Nick Coghlan writes:
On Fri, May 27, 2011 at 4:14 PM, INADA Naoki <songofacandy@gmail.com> wrote:
I love unicode and use unicode when I can use it. But this is a problem in the real world. For example, Python 2 is convenient for analyzing line based logs containing some different encodings.
Where's the use case for bytes here?
Python 3
...deliberately makes that difficult because it is *wrong*.

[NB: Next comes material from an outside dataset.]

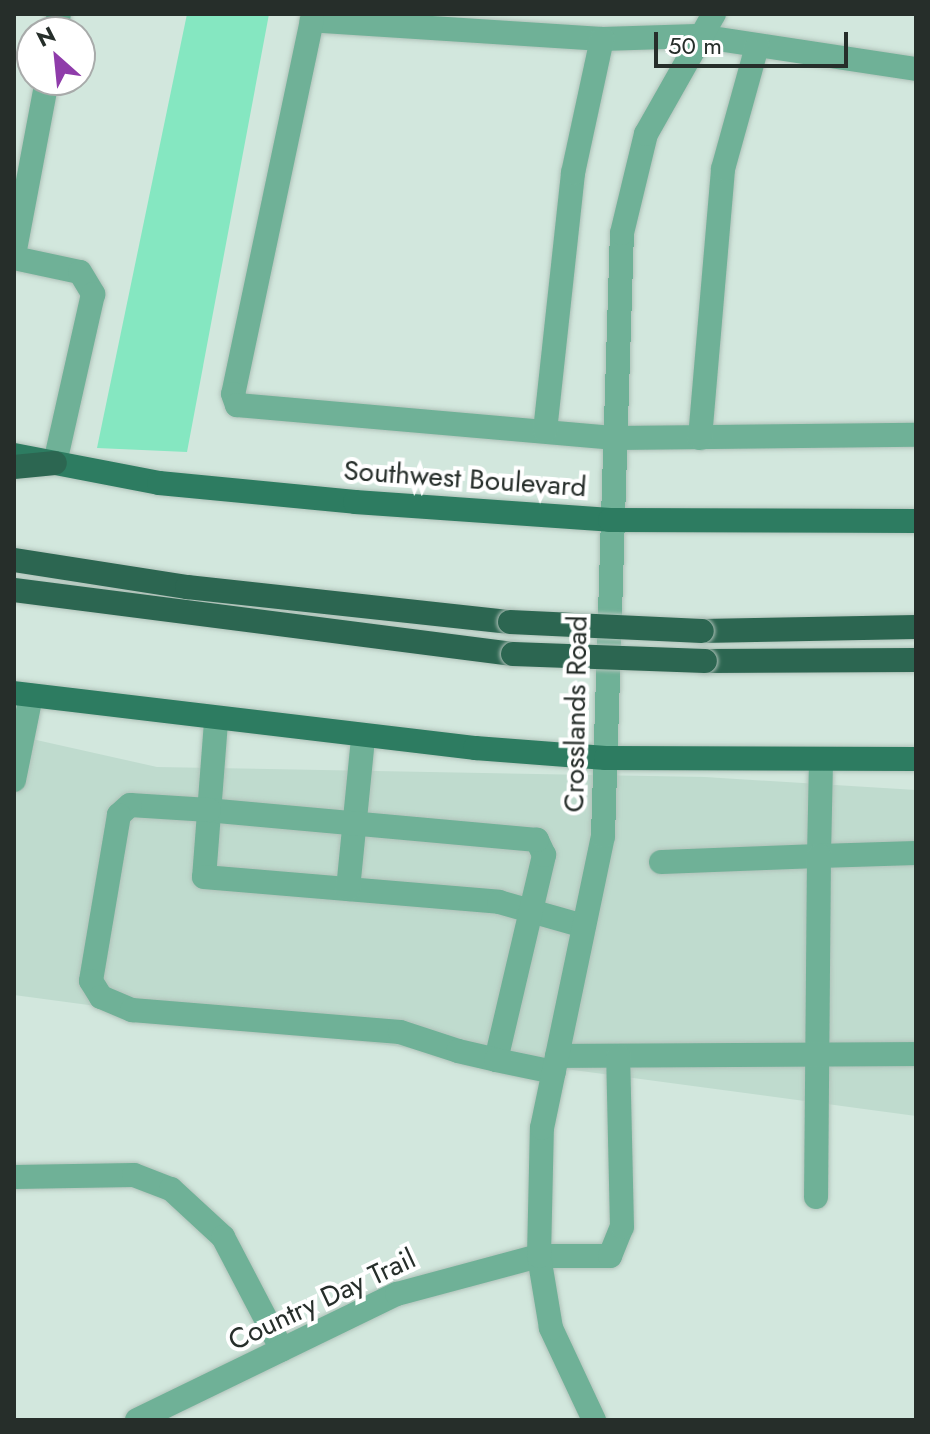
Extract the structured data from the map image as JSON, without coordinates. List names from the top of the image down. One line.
{"streets":{"main road":["Southwest Boulevard"],"street":["Crosslands Road","Country Day Trail"]},"crossings":[["Southwest Boulevard","Crosslands Road"],["Crosslands Road","Country Day Trail"]],"scale_bar":"50 m","north":"top left"}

Nick, you should have stopped there. :-) I can see very little difference between Python 2 and Python 3 in this use case, except that Python 2 makes it much easier to write easily crashable programs. In both versions, the safe thing to do for such a program is either to slurp the whole log with open(log, encoding=<whatever>, errors=<something nonfatal>) (that's Python 3 code; Python 2 makes this more tedious, in fact). But no need for reading as bytes in Python 3 visible here, move along, people! Alternatively, one could write a function that reads lines from the log as bytes, and tries different encodings for each line (perhaps interacting with the user) and eventually uses some default encoding and a nonfatal error handler to get *something*. This requires reading as bytes, but it's no easier to write in Python 2 AFAICS. Granted, such a function will not easily be portable between Python 2 and 3, but that's a different problem.
Binary files containing a mixture of encodings cannot be safely treated as text.
"Safety" is use-case-dependent. I suppose Inada-san considers using Python 2 strs to receive file input safe enough for his log analyzer. While we shouldn't encourage that (and either errors='ignore' or errors='surrogateescape' should be easy enough for him in the log analysis case[1]), I don't think we should demand GIGO with 100% fidelity in all use cases, either. Footnotes: [1] In new code. Again, a port of existing Python 2 code to Python 3 might not be trivial, depending on how he handles unexpected encodings and how pervasively they are manipulated in his program.